**DIRECTIONS:**
Copy out each line of the data below in which the string "text" appears.

##### INPUT

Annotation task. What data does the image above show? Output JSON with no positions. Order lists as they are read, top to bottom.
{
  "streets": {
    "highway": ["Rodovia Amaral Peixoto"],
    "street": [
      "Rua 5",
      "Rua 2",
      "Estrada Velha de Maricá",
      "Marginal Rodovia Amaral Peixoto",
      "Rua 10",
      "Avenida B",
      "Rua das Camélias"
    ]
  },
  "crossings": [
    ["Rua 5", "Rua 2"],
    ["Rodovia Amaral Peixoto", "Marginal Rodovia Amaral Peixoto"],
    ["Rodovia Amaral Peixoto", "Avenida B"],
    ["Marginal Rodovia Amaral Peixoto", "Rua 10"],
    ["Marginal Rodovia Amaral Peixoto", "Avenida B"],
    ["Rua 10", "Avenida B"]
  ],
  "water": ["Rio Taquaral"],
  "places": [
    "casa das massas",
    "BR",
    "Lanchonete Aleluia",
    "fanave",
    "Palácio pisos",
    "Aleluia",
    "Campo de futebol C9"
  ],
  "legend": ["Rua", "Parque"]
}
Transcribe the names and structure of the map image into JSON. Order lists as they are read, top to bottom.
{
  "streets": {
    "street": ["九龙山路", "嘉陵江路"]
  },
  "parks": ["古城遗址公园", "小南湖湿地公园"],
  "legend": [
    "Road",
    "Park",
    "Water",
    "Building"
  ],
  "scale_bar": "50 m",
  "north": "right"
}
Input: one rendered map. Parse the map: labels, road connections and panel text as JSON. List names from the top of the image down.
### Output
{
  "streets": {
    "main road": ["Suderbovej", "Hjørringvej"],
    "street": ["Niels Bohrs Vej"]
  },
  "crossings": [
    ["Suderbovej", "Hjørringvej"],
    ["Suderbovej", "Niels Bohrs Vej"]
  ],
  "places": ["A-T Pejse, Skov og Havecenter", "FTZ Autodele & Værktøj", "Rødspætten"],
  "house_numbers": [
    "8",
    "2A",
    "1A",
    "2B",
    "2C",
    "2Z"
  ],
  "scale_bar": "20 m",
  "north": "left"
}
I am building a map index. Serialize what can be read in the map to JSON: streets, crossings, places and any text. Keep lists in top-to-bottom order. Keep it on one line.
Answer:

##########

**ANSWER BOX:**
Input: one rendered map. Parse the map: labels, road connections and panel text as JSON. List names from the top of the image down.
I am building a map index. Serialize what can be read in the map to JSON: streets, crossings, places and any text. Keep lists in top-to-bottom order. Keep it on one line.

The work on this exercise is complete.